In clinical practice, the use of 3D camera leads to real benefits to radiographers in terms of patient care. Under most circumstances and within the field of use defined by the manufacturer, the 3D camera developed by Siemens Healthineers allows the patient to be centered at the isocentre precisely, which improves examination practices and quality from a dosimetric and image quality point of view7,8. However, the manufacturer warns in the user manual explicitly that the 3D workflow is not optimized for examinations that use non-original and non-released equipment, such as the mattresses, because it can impact the detection of body landmarks or the patient’s isocentre. Therefore, when using an additional mattress, the radiographer can principally use the 3D-camera for the automated longitudinal patient centering proposed by the 3D camera but it is essential to check the vertical centering proposed and manually correct if necessary. An upfront manual vertical positioning in such cases is preferred though, to avoid potential risks of uncorrected positioning provided by the 3D camera in uncalibrated cases.

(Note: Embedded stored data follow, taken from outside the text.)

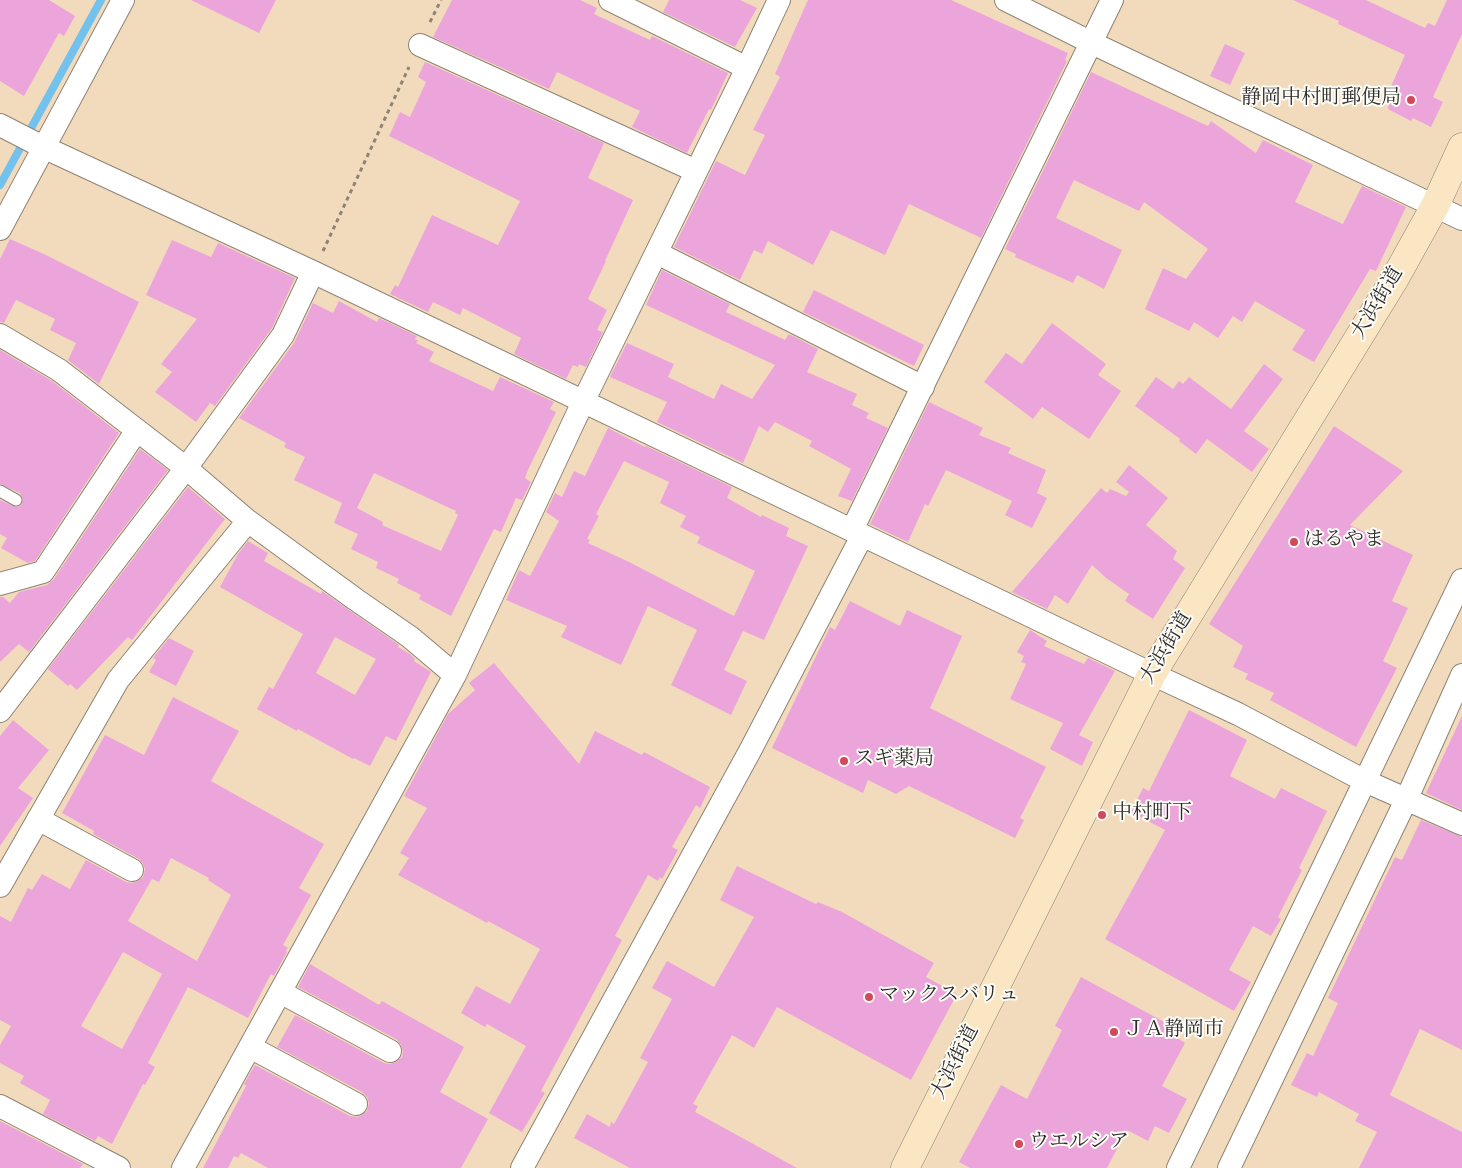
<!DOCTYPE html>
<meta charset="utf-8">
<style>
body{margin:0}
canvas{display:block;background:#f2dbbc}
</style>
<canvas width="1462" height="1168"></canvas>
<script>
const ctx = document.querySelector('canvas').getContext('2d');
ctx.lineJoin = 'round';
function trace(path, color, width, dash) { ctx.strokeStyle = color; ctx.lineWidth = width; ctx.lineCap = dash ? 'butt' : 'round'; ctx.setLineDash(dash || []); ctx.stroke(path); }
function fillPath(path, color) { ctx.fillStyle = color; ctx.fill(path, 'evenodd'); }
function write(font, color, halo, rows, align = 'center') {
  ctx.font = font + ' "Sorts Mill Goudy","Noto Serif JP",serif'; ctx.lineWidth = 4; ctx.setLineDash([]); ctx.textBaseline = 'middle'; ctx.strokeStyle = halo; ctx.fillStyle = color; for (const [text, x, y, turn = 0] of rows) {
    ctx.save(); ctx.translate(x, y); ctx.rotate((+turn || 0) * Math.PI / 180); ctx.textAlign = isNaN(turn) ? turn : align; if (halo) ctx.strokeText(text, 0, 0); ctx.fillText(text, 0, 0); ctx.restore();
  }
}
const stream = new Path2D(`
 M0 185 101 0`);
const building = new Path2D(`
 M0 0H49L75 16 64 36 59 33 24 96 0 81Z
 M191 0H276L259 33Z
 M452 0H580L597 8 594 14 650 40 652 36 728 73 711 110 709 109 687 153 632 127 640 111 557 72 549 89 433 37Z
 M669 0H740L757 8 735 47 663 12Z
 M808 0H951L1068 53 1065 60 1067 61 981 238 909 204 885 255 831 230 813 265 768 241 762 254 754 250 740 280 674 247 716 161 745 175 765 135 753 130 780 77 775 74Z
 M1293 0H1366L1425 28 1428 23 1435 26 1447 0H1462V34L1433 97 1443 102 1431 127 1413 118 1411 121 1388 109 1389 104 1384 102 1405 55 1338 24 1339 21Z
 M1225 44 1245 53 1230 85 1210 76Z
 M425 62 604 143 588 178 633 200 605 261H606L588 299 607 310 597 330 603 332 586 367 579 364 578 367 573 365 566 379 514 354 521 338 463 308 460 315 433 302 428 312 390 294 395 285 398 287 432 215 498 245 520 201 389 136 400 112 410 117 426 82 418 77Z
 M1091 72 1208 126 1211 121 1256 153 1263 140 1313 165 1295 202 1343 224 1362 186 1406 207 1376 271 1370 269 1314 362 1292 350 1305 330 1255 301 1242 322 1233 316 1218 338 1194 322 1189 331 1145 309 1163 268 1186 279 1208 249 1144 202 1139 211 1074 180 1056 218 1122 250 1104 289 1077 275 1073 283 1015 257 1016 254 1005 249Z
 M10 239 44 254 139 302 99 384 68 360 76 343 50 330 55 319 16 300 4 323 0 322V259Z
 M172 240 211 257 218 243 295 278 272 328 215 406 210 403 196 422 155 392 172 372 161 364 197 319 146 295Z
 M662 270 730 304 726 312 785 340 788 335H791L818 349 807 372 857 394 852 405 869 413 866 418 888 428 852 501 838 496 851 469 809 446 812 441 775 422 768 432 759 426 743 463 657 422 667 402 610 377 627 343 674 364 668 377 714 399 721 384 752 399 775 365 646 305Z
 M814 290 924 345 914 366 803 312Z
 M339 301 377 322 379 318 417 336 415 339 418 341 416 343 434 352 429 361 493 391 500 377 554 402 550 409 556 412 528 470 525 478 531 482 522 500 516 498 501 532 494 529 451 616 419 599 421 595 397 583 399 579 376 568 378 562 351 549 358 534 334 523 342 503 294 480 305 457 284 447 286 443 239 418 294 343 313 303 333 313ZM374 473 456 511 455 513 458 515 441 551 382 525 383 522 357 508Z
 M1052 323 1106 364 1098 375 1121 391 1089 439 1042 407 1033 419 984 382 1006 353 1022 364Z
 M0 350 52 381 119 433 35 561 28 563 1 548 7 538 0 534V500L16 507 20 506 23 500 20 493 0 484Z
 M1264 364 1283 379 1244 431 1269 449 1252 472 1207 439 1196 454 1179 441 1180 439 1135 406 1156 377 1173 389 1179 381 1183 384 1189 377 1231 409Z
 M929 402 983 428 979 435 1011 448 1008 453 1046 470 1037 493 1047 498 1032 528 1005 515 1012 501 946 470 928 506 925 504 908 542 870 524Z
 M1334 426 1403 471 1350 525 1413 555 1392 601 1408 608 1383 661 1397 668 1356 747 1270 700 1274 693 1245 679 1248 674 1233 667 1243 646 1209 624Z
 M608 428 645 447 646 446 732 487 727 498 761 517 762 515 789 528 786 536 808 546 764 640 743 631 724 670 747 681 731 715 671 685 697 630 648 606 621 665 561 637 567 626 506 600 519 570 530 576 559 521 546 512 555 493 562 497 574 471 585 476ZM624 461 669 482 660 503 686 516 680 527 700 537 697 543 755 571 734 616 627 561 588 543 590 540 587 539 599 516 596 514Z
 M140 449 168 470 29 652 19 644 0 662V597H3L10 603 19 592 47 585 54 579Z
 M1129 465 1168 498 1146 525 1177 551 1173 559 1185 568 1153 619 1125 601 1129 594 1106 578 1092 565 1068 604 1055 595 1047 609 1012 592 1101 488 1107 493 1110 489 1126 496 1129 492 1116 482Z
 M188 487 225 519 132 640 128 637 77 690 70 684 68 686 48 669Z
 M248 541 268 553 264 561 321 594 322 591 399 645 398 647 410 654 415 659 414 661 431 672 396 741 386 736 370 766 354 758 353 759 298 729 297 731 257 709 269 687 273 689 303 634 220 587 238 554ZM335 637 376 659 355 695 316 673Z
 M850 601 900 626 907 610 962 636 930 708 1046 767 1020 818 1024 820 1015 838 909 786 896 794 868 780 863 793 772 748 830 627 835 630Z
 M1030 630 1047 641 1044 646 1084 664 1088 658 1115 671 1079 735 1093 742 1082 766 1050 749 1063 723 1010 699 1026 664 1021 662 1024 656 1017 652Z
 M169 638 194 651 176 686 149 672 156 660 153 658Z
 M494 663 579 764 595 731 642 755 644 752 710 787 700 808 696 805 672 847 678 850 662 879 660 877 658 881 648 875 615 936 622 940 541 1091 545 1093 522 1132 489 1113 526 1046 487 1024 485 1027 461 1013 476 986 510 1004 540 949 488 921 487 923 398 875 409 858 400 853 427 808 404 796 448 714 475 690 469 683Z
 M173 697 239 731 211 781 324 844 299 888 311 895 283 945 288 948 286 951 287 952 274 976 271 974 248 1018 188 987 148 1063 155 1067 145 1085 143 1084 112 1144 98 1136 95 1141 43 1114 50 1100 20 1083 24 1076 0 1063V1045L11 1026 0 1020V916L11 922 28 888 32 890 42 874 70 889 86 860 126 882 132 883 138 881 143 877 145 869 143 864 139 859 93 834 94 831 62 813 105 735 144 755ZM171 858 209 878 208 880 231 895 197 961 128 921 152 879 159 882ZM123 952 162 974 122 1049 81 1026Z
 M1189 710 1247 740 1230 776 1275 799 1281 788 1327 811 1299 868 1302 870 1278 917 1281 919 1271 936 1253 926 1229 970 1251 982 1234 1011 1105 939 1165 830 1131 812 1143 788 1149 791Z
 M1462 716V810L1426 793Z
 M13 720 49 750 18 788 33 798 0 846V736Z
 M1421 820 1462 837V1050L1420 1029 1390 1095 1462 1132V1168H1359L1377 1132 1355 1121 1359 1114 1319 1092 1317 1097 1291 1085 1307 1053 1313 1056 1338 1003 1328 998 1395 857 1402 860Z
 M737 866 816 904 818 902 842 912 934 963 926 977 957 994 911 1080 777 1007 754 1048 732 1035 693 1104 698 1106 695 1112 797 1168H630L574 1138 587 1114 610 1127 611 1122 614 1124 648 1062 640 1058 672 999 652 988 667 961 714 987 754 917 720 900Z
 M310 964 379 1005 382 1001 464 1047 440 1092 488 1119 461 1168H268L241 1153 238 1158 234 1156 228 1168H203L246 1086 244 1084 255 1065 350 1116 357 1117 362 1115 367 1111 369 1103 367 1097 362 1092 277 1047 295 1015 384 1063 390 1064 396 1062 402 1057 403 1051 401 1045 396 1039 298 987Z
 M1081 977 1181 1031 1177 1038 1185 1043 1162 1086 1187 1099 1169 1133 1155 1126 1148 1141 1127 1130 1107 1168H970L959 1162 1001 1085 1027 1099 1062 1030 1055 1026Z
 M0 1121 83 1164 80 1168H0Z`);
const path = new Path2D(`
 M430 22 441 0
 M323 251 409 67`);
const lane = new Path2D(`
 M0 491 16 500`);
const street = new Path2D(`
 M610 0 747 68
 M1006 0 1092 43 1462 219
 M420 45 696 171
 M0 125 41 146 313 272 1152 674 1238 714 1365 781 1462 824
 M0 229 123 0
 M657 253 923 387
 M0 335 59 370 186 468 248 521 355 599 410 637 455 675
 M852 530 1112 0
 M0 584 43 572 137 430
 M0 711 186 468 283 335 313 272
 M38 819 132 870
 M0 886 118 680 248 521
 M280 992 390 1051
 M250 1047 356 1104
 M0 1106 119 1168
 M183 1168 455 675 583 402 747 68 779 0
 M522 1168 751 749 862 536
 M1178 1168 1462 580
 M1229 1168 1407 798 1462 675`);
const secondary = new Path2D(`
 M905 1168 1152 674 1394 280 1435 206 1462 147`);
const markers = [
 [1411,100,5,"#d1495b"],
 [1294,542,5,"#d1495b"],
 [844,761,5,"#d1495b"],
 [1102,815,5,"#d1495b"],
 [869,997,5,"#d1495b"],
 [1114,1032,5,"#d1495b"],
 [1019,1144,5,"#d1495b"]
];
const poiNames = [
 ["静岡中村町郵便局",1401,100,"right"],
 ["はるやま",1304,542],
 ["スギ薬局",854,761],
 ["中村町下",1112,815],
 ["マックスバリュ",879,997],
 ["ＪＡ静岡市",1124,1032],
 ["ウエルシア",1029,1144]
];
const streetNames = [
 ["大浜街道",1379,304,-59],
 ["大浜街道",1168,649,-59],
 ["大浜街道",957,1063,-63]
];
trace(stream, '#73c2ee', 8);
fillPath(building, '#eca5da');
trace(lane, '#8e8374', 13);
trace(street, '#8e8374', 24);
trace(secondary, '#8e8374', 29);
trace(path, '#8e8374', 3, [4, 4]);
trace(lane, '#fff', 11);
trace(street, '#fff', 22);
trace(secondary, '#fbe6c3', 28);
for (const [x, y, r, color] of markers) { const dot = new Path2D(); dot.arc(x, y, r, 0, 2 * Math.PI); ctx.fillStyle = color; ctx.fill(dot); trace(dot, '#fdfcf7', 2); }
write('20px', '#2b2b2b', '#fdfcf7', poiNames, 'left');
write('20px', '#2b2b2b', '#fdfcf7', streetNames);
</script>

In the emergency department, the use of mattresses to facilitate the transfer of non-mobile patients and those in extreme pain or for polytrauma patients requires evolving the algorithm of the 3D camera. A simple solution would be to enter the weight and height of the patient and the thickness of the mattress so that the algorithm can apply a corrective factor taking into account the type of mattress and its compressibility. This solution would, however, not be very applicable for polytrauma patients, who are placed most often on the CT scan table with a shell mattress and medical equipment. In all cases, the use of a mattress should be limited because a mattress induces additional attenuation, which increases the dose delivered to the patient. An additional mattress should only be used if the patient is unable to move or is in extreme pain, in which case it should be as thin and little attenuating as possible. In our institution, we will ask that the use of the grey 3.5 cm mattress be generalized to all stretchers. It is also essential that radiographers become aware of the impact of routine mattress use. Last, as the majority of patients were transferred to the CT table with no additional mattress our results should not impact much the positioning management of the patients in emergency CT practice.

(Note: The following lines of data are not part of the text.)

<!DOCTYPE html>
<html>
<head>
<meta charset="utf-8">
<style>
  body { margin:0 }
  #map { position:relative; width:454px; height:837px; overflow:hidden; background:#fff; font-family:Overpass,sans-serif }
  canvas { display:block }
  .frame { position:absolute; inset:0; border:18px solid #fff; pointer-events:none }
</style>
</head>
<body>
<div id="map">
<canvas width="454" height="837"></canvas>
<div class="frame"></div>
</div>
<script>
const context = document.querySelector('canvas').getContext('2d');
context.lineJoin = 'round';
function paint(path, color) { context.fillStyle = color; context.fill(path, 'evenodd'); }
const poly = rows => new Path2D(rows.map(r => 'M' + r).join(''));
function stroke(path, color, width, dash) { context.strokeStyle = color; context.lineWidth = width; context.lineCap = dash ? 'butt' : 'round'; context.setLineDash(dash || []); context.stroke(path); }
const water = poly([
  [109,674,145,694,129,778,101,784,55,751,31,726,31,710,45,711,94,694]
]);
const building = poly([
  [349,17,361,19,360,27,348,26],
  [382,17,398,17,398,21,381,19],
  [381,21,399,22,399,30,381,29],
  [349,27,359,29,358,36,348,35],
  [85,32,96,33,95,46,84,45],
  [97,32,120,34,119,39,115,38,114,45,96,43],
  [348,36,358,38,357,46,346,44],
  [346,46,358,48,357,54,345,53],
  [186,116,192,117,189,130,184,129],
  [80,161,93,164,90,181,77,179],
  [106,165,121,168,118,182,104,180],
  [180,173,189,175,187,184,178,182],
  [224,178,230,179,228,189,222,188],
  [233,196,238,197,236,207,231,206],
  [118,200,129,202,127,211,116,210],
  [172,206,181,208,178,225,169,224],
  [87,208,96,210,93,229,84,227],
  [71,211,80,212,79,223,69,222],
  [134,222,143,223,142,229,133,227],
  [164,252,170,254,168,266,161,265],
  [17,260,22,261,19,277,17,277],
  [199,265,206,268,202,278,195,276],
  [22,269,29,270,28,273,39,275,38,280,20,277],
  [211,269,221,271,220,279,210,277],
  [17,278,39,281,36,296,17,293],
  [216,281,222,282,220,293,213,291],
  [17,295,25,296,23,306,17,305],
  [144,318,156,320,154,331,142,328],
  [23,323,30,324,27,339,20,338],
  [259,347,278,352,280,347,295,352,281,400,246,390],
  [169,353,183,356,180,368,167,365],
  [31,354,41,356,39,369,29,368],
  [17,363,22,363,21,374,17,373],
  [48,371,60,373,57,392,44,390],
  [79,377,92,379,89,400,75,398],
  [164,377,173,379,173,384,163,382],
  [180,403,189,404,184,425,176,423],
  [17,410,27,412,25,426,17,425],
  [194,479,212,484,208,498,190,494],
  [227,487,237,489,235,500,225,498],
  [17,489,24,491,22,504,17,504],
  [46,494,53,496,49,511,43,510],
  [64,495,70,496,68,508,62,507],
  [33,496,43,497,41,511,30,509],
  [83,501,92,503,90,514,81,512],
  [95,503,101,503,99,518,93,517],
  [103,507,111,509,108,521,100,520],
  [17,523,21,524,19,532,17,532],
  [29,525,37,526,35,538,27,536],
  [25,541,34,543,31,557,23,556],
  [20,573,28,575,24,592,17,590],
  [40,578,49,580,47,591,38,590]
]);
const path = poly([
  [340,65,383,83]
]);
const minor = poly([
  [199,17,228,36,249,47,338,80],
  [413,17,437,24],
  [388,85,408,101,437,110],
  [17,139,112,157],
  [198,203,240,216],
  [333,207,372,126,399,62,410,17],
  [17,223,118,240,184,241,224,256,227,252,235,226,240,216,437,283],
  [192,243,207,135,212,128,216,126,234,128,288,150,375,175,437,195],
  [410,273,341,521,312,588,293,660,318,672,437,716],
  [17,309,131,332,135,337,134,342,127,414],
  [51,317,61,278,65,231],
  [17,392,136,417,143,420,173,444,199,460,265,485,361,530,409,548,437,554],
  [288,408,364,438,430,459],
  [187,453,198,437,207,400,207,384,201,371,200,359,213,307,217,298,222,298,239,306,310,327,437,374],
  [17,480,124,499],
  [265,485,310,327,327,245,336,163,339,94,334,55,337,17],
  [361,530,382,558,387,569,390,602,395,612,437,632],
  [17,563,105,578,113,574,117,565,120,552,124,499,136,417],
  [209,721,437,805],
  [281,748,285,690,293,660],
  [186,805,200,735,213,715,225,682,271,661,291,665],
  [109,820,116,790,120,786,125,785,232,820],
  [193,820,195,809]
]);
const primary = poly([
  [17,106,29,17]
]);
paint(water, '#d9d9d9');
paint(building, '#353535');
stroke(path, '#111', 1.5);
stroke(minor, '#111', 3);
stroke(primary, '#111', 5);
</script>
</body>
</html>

This study has limitations. First, this study was evaluated on a single CT system. However, the methodology applied can be transferred to other CT systems equipped with the same 3D camera. Second, we carried out this study with the three most commonly used mattresses, but other mattresses can occasionally be used. However, the ones used in this study represent the thickest and thinnest mattresses routinely used in our institution. Then, only one acquisition was performed per mattress but the reproducibility of the tube current modulation system on phantoms has previously been assessed13. Finally, this study was carried out only on a single anthropomorphic phantom with a relatively weak morphology. However, the results would have been appreciably equivalent to those with phantoms of stronger morphology. Additional studies on patients should be performed to confirm these results.

Conclusion

This study confirmed that the automatic vertical centering proposed by the 3D camera was incorrect when an additional mattress was positioned between the table and the patient, as warned for by the manufacturer. Off-centering of the patient above the isocentre leads to an increase in the dose delivered and higher image noise. Manual correction of this vertical centering proposed by the 3D camera, or direct manual centering by the radiographer is therefore essential when an additional mattress is used. An improvement in the 3D camera algorithm is desirable, particularly for CT scanners placed in emergency departments where mattresses are regularly used. Further patient studies could be conducted to confirm the outcomes obtained with phantoms.